--- Provided records Enclosed Below ---

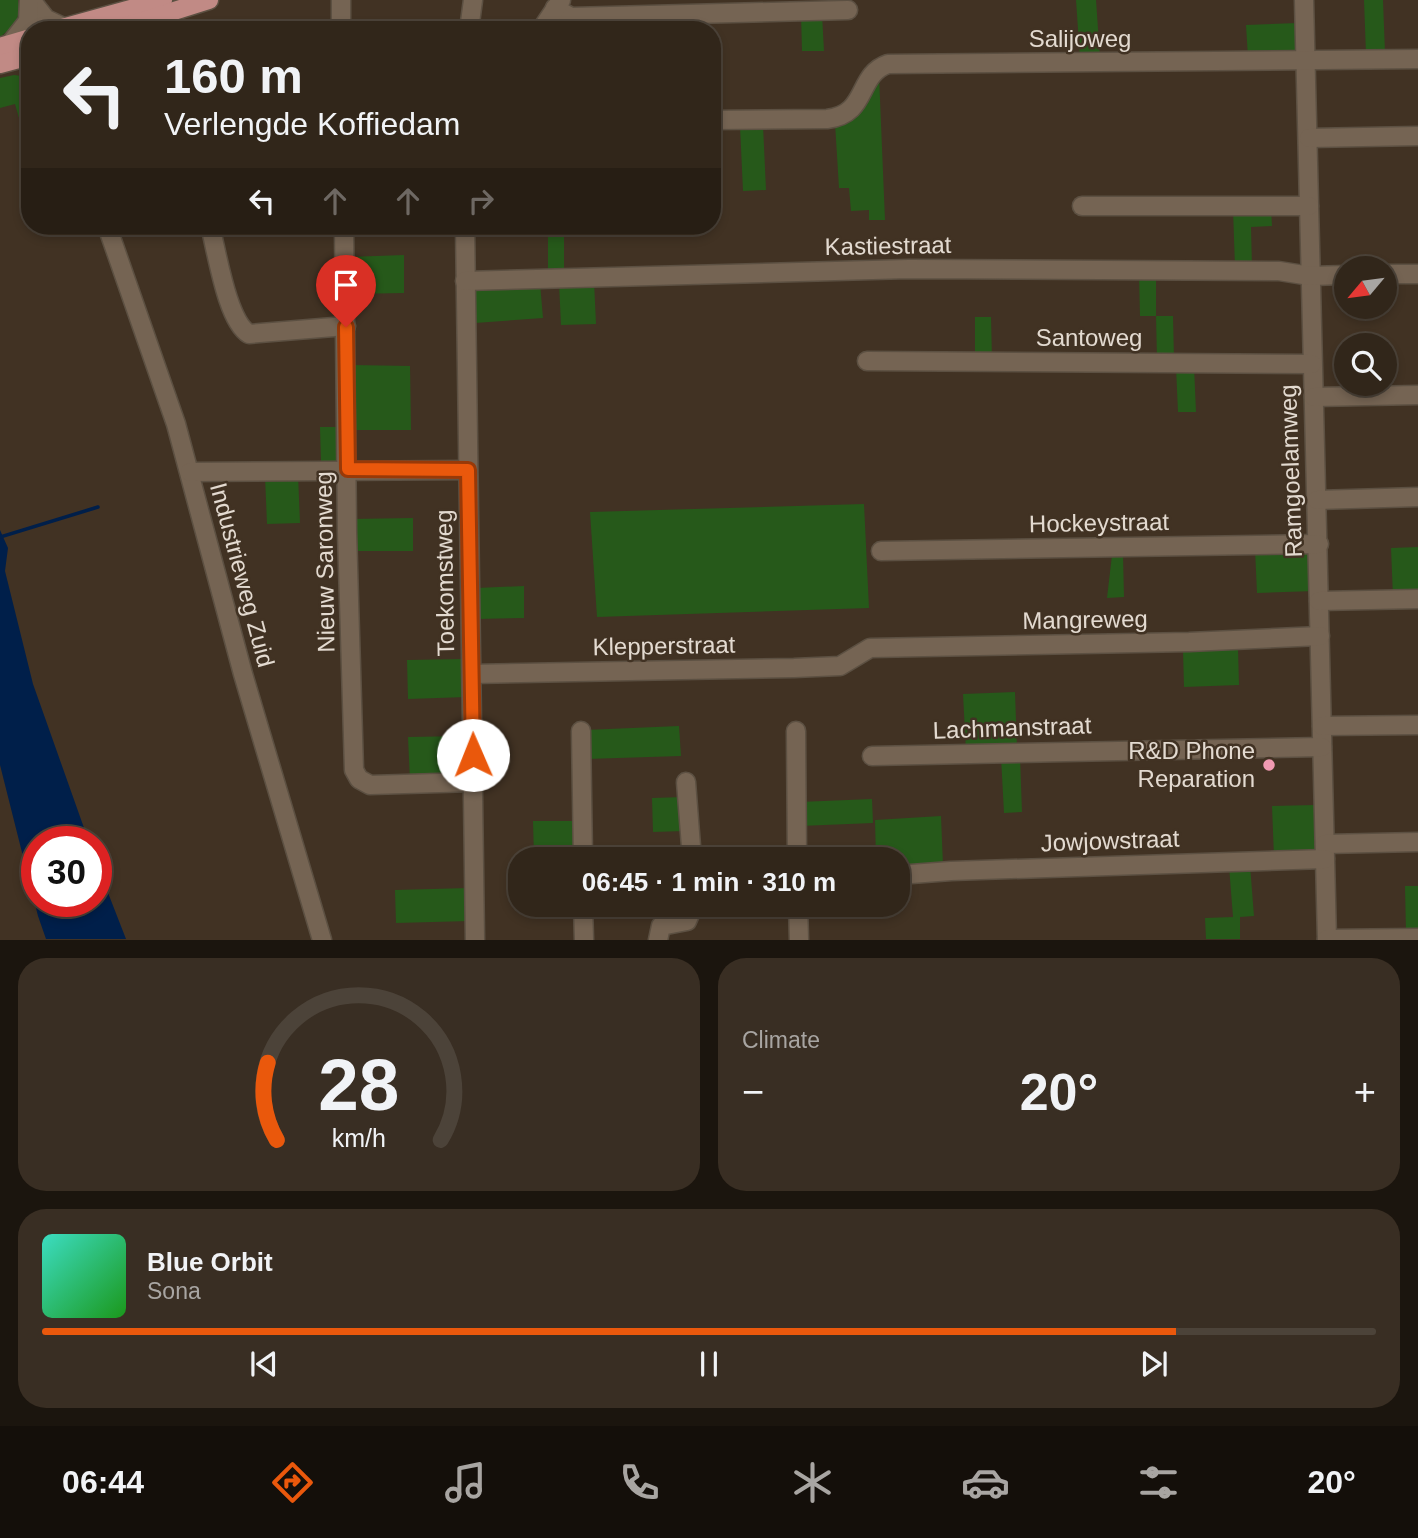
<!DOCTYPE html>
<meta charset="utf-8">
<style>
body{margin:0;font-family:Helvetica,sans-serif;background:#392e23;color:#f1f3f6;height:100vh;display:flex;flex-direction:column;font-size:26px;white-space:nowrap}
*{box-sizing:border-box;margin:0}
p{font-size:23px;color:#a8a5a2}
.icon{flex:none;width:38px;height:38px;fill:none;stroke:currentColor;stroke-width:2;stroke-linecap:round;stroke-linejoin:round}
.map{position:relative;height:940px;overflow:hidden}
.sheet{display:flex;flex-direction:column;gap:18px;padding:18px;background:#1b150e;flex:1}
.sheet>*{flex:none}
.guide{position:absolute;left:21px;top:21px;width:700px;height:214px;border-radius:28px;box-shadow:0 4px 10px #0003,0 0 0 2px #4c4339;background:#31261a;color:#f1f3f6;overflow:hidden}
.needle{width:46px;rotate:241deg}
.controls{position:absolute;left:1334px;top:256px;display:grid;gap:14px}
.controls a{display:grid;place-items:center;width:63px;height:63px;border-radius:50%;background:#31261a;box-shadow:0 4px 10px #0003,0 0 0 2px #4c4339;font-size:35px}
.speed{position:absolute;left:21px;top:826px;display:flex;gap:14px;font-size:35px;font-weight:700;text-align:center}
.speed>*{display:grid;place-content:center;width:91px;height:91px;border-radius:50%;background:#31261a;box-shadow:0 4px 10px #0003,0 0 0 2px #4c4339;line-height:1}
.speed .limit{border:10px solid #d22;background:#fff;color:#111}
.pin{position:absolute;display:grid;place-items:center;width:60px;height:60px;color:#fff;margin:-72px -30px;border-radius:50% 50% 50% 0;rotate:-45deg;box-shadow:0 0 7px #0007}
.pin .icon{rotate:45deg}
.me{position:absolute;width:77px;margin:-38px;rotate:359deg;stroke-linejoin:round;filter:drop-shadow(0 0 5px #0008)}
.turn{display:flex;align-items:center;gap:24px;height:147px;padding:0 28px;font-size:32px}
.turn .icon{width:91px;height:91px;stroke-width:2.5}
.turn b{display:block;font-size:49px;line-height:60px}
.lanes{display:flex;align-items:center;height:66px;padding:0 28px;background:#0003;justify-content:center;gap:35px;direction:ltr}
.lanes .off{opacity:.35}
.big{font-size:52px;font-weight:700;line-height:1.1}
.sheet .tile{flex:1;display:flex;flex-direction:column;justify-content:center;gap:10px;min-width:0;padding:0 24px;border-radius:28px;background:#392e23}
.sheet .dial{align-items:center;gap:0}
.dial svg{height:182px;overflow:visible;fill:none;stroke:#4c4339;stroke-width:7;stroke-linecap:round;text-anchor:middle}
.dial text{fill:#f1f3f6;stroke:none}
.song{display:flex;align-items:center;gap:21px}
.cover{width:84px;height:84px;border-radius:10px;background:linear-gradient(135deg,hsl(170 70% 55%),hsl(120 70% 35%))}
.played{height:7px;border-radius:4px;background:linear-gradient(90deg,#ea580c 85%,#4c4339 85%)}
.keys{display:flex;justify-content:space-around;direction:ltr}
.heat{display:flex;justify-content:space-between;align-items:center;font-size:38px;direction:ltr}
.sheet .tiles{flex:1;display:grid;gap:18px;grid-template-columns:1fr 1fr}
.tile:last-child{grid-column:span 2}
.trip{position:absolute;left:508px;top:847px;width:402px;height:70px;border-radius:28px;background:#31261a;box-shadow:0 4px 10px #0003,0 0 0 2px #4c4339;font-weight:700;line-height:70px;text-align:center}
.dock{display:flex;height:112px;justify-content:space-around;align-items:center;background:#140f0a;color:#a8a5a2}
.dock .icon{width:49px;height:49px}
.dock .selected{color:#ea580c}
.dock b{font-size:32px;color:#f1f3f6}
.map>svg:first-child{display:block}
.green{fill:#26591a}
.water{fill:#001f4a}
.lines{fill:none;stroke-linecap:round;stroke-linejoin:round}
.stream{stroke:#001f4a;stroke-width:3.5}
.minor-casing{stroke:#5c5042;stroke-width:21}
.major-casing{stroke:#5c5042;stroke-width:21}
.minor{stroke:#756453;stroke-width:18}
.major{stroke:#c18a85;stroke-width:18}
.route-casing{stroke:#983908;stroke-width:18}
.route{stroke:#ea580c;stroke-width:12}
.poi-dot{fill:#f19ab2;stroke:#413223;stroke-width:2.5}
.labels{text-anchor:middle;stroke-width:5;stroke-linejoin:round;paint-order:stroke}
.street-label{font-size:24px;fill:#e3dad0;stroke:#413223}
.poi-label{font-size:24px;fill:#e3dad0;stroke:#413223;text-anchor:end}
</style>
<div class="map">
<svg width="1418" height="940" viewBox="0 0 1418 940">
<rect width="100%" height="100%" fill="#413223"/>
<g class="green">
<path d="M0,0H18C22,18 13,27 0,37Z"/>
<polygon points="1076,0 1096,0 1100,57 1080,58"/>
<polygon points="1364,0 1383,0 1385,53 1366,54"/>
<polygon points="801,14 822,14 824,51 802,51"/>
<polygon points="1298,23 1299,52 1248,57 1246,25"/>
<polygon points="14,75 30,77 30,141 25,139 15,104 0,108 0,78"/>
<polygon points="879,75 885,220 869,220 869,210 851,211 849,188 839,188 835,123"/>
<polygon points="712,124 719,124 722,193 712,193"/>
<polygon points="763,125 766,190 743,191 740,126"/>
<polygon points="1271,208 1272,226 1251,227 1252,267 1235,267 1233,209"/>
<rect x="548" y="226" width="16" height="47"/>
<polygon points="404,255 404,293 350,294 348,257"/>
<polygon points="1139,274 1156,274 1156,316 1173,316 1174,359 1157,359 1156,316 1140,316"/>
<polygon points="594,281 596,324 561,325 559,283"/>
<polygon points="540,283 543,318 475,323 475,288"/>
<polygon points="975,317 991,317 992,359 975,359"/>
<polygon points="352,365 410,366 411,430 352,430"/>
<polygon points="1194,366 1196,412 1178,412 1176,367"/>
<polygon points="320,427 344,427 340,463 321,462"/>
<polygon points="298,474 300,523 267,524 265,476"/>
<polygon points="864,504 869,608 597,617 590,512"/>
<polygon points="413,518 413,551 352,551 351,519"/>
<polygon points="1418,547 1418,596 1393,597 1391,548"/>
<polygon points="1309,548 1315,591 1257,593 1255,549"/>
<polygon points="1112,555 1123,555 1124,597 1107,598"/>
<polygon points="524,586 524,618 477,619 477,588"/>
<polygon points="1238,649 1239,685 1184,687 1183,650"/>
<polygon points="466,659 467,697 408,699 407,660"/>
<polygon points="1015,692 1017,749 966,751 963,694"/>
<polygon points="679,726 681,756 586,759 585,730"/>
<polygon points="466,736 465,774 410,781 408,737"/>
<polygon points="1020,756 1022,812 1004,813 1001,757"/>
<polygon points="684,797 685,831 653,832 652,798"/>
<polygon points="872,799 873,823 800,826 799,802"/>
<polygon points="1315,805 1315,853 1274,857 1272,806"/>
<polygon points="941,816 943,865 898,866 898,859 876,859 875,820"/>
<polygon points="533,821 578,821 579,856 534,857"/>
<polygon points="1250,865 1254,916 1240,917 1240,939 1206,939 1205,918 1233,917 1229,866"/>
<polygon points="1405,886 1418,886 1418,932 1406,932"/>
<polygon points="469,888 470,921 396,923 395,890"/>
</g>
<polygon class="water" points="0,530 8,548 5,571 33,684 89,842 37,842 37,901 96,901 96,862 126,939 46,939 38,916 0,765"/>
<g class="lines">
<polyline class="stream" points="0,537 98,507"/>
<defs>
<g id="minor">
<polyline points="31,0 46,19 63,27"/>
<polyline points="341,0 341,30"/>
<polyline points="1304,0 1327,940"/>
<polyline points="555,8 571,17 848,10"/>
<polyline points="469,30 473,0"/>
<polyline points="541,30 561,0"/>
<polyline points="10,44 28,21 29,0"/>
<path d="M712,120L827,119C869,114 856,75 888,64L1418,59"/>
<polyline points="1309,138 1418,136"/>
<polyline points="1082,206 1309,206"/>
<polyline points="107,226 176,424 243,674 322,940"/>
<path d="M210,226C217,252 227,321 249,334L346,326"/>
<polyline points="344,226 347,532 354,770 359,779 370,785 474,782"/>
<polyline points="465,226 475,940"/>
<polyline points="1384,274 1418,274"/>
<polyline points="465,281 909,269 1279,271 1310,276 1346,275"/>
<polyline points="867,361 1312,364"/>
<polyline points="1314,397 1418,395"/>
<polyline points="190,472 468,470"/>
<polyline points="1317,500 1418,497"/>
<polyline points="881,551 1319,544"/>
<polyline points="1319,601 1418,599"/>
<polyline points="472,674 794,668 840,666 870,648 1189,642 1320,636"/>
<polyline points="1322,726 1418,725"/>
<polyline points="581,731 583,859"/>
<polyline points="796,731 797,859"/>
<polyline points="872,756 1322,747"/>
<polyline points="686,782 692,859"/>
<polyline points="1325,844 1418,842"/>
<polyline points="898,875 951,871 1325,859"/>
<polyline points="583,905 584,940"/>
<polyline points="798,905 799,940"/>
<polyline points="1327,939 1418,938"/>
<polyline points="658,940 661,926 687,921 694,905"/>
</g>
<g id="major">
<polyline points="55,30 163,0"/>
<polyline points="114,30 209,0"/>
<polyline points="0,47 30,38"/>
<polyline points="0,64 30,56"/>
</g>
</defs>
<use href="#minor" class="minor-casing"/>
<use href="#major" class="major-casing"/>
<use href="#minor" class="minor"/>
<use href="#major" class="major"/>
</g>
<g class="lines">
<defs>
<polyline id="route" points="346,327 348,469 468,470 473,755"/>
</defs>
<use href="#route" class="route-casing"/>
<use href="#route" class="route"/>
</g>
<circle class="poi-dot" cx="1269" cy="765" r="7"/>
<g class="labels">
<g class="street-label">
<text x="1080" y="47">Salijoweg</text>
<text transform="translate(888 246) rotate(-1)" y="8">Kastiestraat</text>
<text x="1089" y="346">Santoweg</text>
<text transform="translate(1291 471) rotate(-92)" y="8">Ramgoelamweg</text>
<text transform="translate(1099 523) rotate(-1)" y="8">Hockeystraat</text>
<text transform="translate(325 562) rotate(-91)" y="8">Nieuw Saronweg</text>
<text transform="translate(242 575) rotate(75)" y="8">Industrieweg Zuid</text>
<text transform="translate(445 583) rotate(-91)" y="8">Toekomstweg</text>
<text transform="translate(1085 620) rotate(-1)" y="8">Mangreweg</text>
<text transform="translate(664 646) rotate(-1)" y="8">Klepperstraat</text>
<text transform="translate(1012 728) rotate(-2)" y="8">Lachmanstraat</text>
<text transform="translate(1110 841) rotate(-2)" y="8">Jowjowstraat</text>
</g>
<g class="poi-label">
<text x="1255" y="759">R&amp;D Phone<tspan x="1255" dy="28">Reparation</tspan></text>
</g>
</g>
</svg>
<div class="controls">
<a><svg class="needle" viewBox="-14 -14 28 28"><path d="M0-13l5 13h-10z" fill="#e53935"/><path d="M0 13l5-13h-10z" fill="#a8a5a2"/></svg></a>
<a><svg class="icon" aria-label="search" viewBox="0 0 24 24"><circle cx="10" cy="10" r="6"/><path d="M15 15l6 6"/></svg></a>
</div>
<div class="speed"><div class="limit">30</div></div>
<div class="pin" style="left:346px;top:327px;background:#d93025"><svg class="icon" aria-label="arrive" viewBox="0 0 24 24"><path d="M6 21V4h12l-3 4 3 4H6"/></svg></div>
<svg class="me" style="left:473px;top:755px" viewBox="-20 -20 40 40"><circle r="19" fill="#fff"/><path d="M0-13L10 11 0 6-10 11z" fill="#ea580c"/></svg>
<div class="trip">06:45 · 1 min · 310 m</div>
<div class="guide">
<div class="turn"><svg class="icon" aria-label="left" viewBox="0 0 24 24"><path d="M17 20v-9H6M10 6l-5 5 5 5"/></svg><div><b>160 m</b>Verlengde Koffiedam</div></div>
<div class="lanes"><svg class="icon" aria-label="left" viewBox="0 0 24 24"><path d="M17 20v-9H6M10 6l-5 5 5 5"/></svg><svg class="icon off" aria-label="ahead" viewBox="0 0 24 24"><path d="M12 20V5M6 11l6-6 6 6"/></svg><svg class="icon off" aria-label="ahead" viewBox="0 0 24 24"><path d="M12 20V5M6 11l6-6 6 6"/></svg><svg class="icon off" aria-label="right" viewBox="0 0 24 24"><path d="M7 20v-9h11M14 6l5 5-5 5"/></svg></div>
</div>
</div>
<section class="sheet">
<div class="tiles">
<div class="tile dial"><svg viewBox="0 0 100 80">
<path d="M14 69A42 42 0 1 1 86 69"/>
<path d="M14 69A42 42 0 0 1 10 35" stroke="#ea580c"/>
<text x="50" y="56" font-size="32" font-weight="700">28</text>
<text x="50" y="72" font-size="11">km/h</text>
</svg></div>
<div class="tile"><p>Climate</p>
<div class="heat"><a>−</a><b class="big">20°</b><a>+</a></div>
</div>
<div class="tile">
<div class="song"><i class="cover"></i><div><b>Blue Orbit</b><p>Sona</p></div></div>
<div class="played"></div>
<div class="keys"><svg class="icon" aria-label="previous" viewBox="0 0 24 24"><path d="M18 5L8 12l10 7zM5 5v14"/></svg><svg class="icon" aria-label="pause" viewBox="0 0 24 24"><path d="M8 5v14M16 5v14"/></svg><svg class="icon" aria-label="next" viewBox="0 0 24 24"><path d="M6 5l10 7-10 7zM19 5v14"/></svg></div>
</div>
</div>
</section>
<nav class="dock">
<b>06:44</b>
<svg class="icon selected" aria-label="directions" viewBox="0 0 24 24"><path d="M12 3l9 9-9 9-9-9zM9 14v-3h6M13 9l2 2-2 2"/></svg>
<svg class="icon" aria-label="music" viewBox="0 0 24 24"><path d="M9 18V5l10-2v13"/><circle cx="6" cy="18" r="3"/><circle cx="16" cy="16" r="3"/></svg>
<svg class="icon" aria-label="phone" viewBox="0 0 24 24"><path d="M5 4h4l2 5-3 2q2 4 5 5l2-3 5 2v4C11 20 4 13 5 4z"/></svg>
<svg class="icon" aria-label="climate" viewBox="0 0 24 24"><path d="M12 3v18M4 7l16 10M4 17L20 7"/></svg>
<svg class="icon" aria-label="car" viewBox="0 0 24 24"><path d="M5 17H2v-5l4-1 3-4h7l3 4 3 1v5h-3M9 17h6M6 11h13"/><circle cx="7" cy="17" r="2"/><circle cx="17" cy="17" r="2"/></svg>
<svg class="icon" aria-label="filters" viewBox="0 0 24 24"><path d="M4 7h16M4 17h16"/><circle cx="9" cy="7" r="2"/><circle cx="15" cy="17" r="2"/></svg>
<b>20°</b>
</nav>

--- End of Enclosed Provided records ---

Once you have found every line in the listing that holds the string "linear", copy each of them.

.cover{width:84px;height:84px;border-radius:10px;background:linear-gradient(135deg,hsl(170 70% 55%),hsl(120 70% 35%))}
.played{height:7px;border-radius:4px;background:linear-gradient(90deg,#ea580c 85%,#4c4339 85%)}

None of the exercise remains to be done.